627 F. App'x 253
4th Cir.2016Background
- Kevin Lawrimore sued Progressive Direct after an accident involving a rental truck; Progressive moved for summary judgment and the district court granted it and denied Lawrimore’s Rule 59(e) motion.
- Diversity jurisdiction applied; South Carolina law governs policy interpretation.
- Progressive’s policy defined "auto" with a gross vehicle weight rating (GVWR) limit; the rental truck exceeded that GVWR.
- Progressive argued the truck fell outside the policy’s "auto" definition, so no coverage.
- Lawrimore argued the policy’s conformity clause should substitute the broader statutory definition of "motor vehicle" (S.C. Code) for the policy definition, creating coverage.
- The district court rejected Lawrimore’s conformity-clause argument and entered summary judgment for Progressive; the court of appeals affirmed.
Issues
| Issue | Plaintiff's Argument | Defendant's Argument | Held |
|---|---|---|---|
| Whether the policy covers the rental truck that exceeded the GVWR | Lawrimore: conformity clause imports South Carolina's statutory "motor vehicle" definition, which would encompass the rental truck | Progressive: policy's narrower "auto" definition controls and excludes vehicles over the GVWR | Held: Policy definition controls; truck excluded, no coverage |
| Effect of conformity clause when policy term conflicts with state law | Lawrimore: conformity clause replaces policy term with statutory definition | Progressive: conformity clause applies only where the policy term is voided by state law; nonowned/hired-vehicle coverage is voluntary, so policy term stands | Held: Conformity clause does not replace the policy term here because coverage for nonowned/hired vehicles is voluntary under South Carolina law |
| Standard of review for summary judgment and Rule 59(e) denial | N/A (procedural) | N/A (procedural) | Held: Review de novo for summary judgment; abuse of discretion for Rule 59(e) denial; court applied these standards |
| Whether public policy/statute mandates coverage for nonowned/hired vehicles | Lawrimore: statutory definition implies broader mandatory coverage | Progressive: South Carolina does not statutorily require liability coverage for hired/nonowned vehicles | Held: South Carolina law allows parties to contractually limit coverage; no statutory mandate for coverage |
Key Cases Cited
- Erie R.R. Co. v. Tompkins, 304 U.S. 64 (federal courts apply state substantive law in diversity cases)
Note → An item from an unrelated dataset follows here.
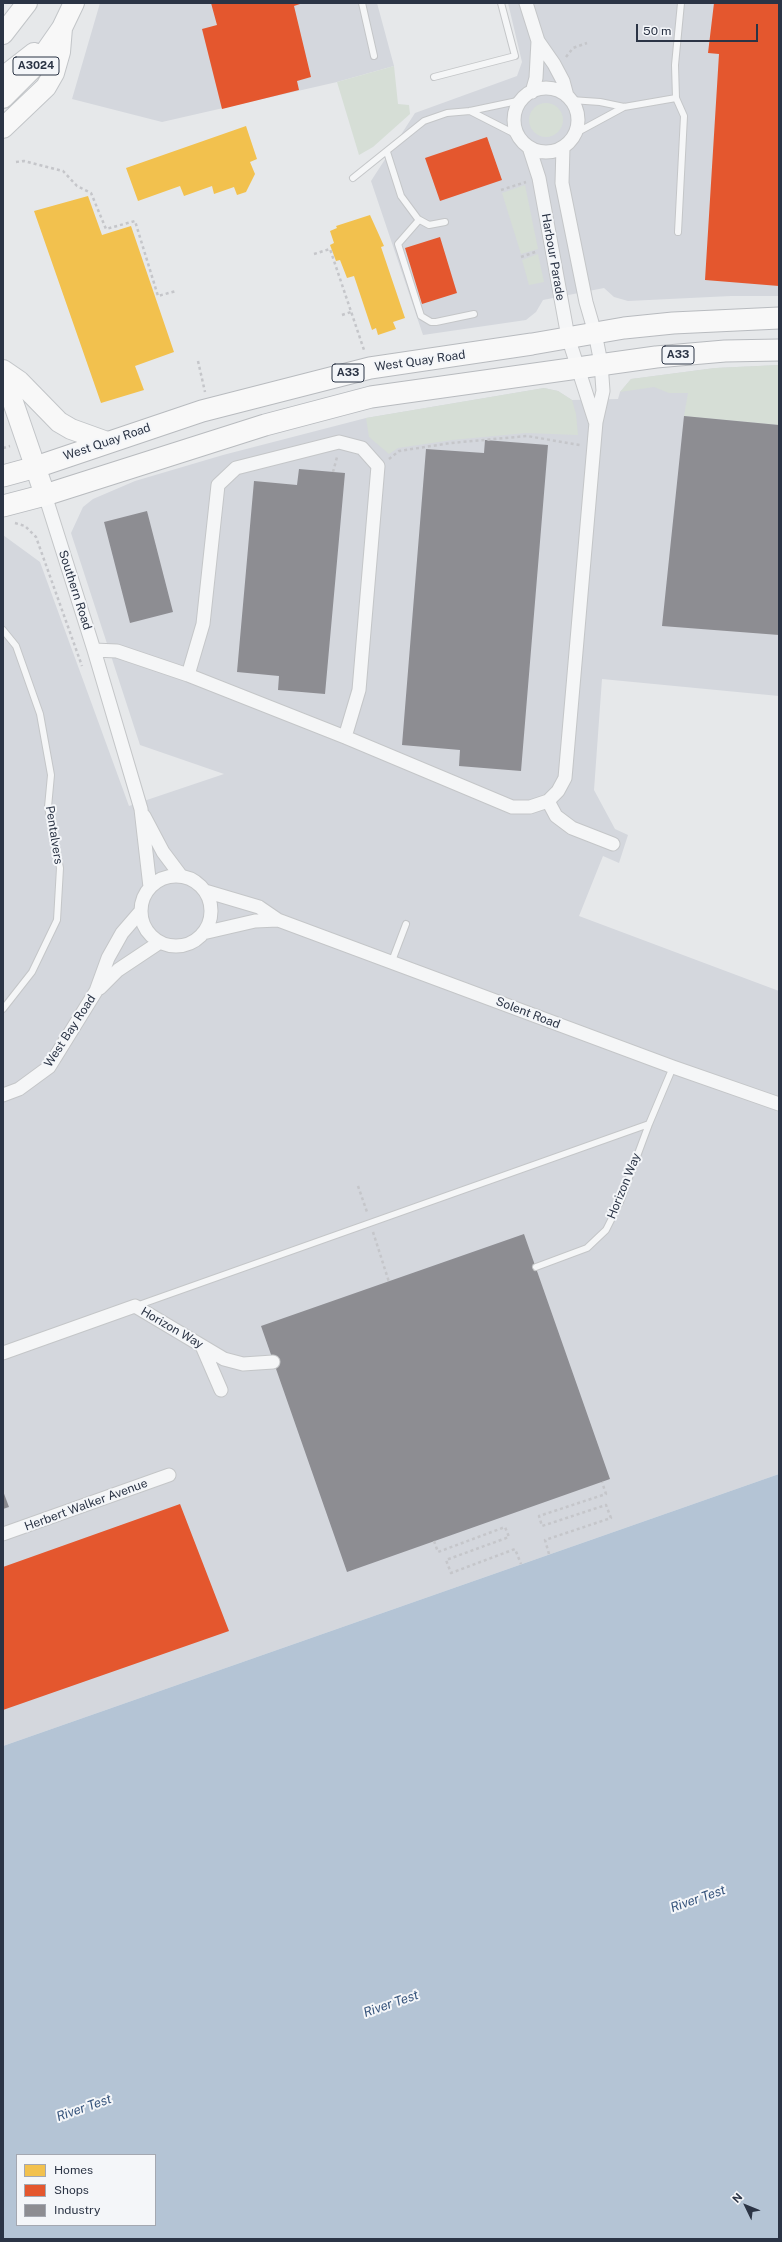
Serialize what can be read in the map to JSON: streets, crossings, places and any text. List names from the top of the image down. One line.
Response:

- Standard Fire Co. v. Marine Contracting & Towing Co., 392 S.E.2d 460 (S.C. 1990) (insurance policies are contracts; interpret terms for insured, against insurer)
- Kay v. State Farm Mut. Auto. Ins. Co., 562 S.E.2d 676 (S.C. Ct. App. 2002) (conformity clause can replace policy provision invalidated by state law)
- Howell v. U.S. Fid. & Guar. Ins. Co., 636 S.E.2d 626 (S.C. 2006) (liability coverage for hired/nonowned vehicles is voluntary; parties may set terms)
- Bonds v. Leavitt, 629 F.3d 369 (4th Cir. 2011) (summary judgment review de novo)
- Hoschar v. Appalachian Power Co., 739 F.3d 163 (4th Cir. 2014) (summary judgment appropriate where no genuine issue of material fact)
- Wilkins v. Montgomery, 751 F.3d 214 (4th Cir. 2014) (review of Rule 59(e) denial for abuse of discretion)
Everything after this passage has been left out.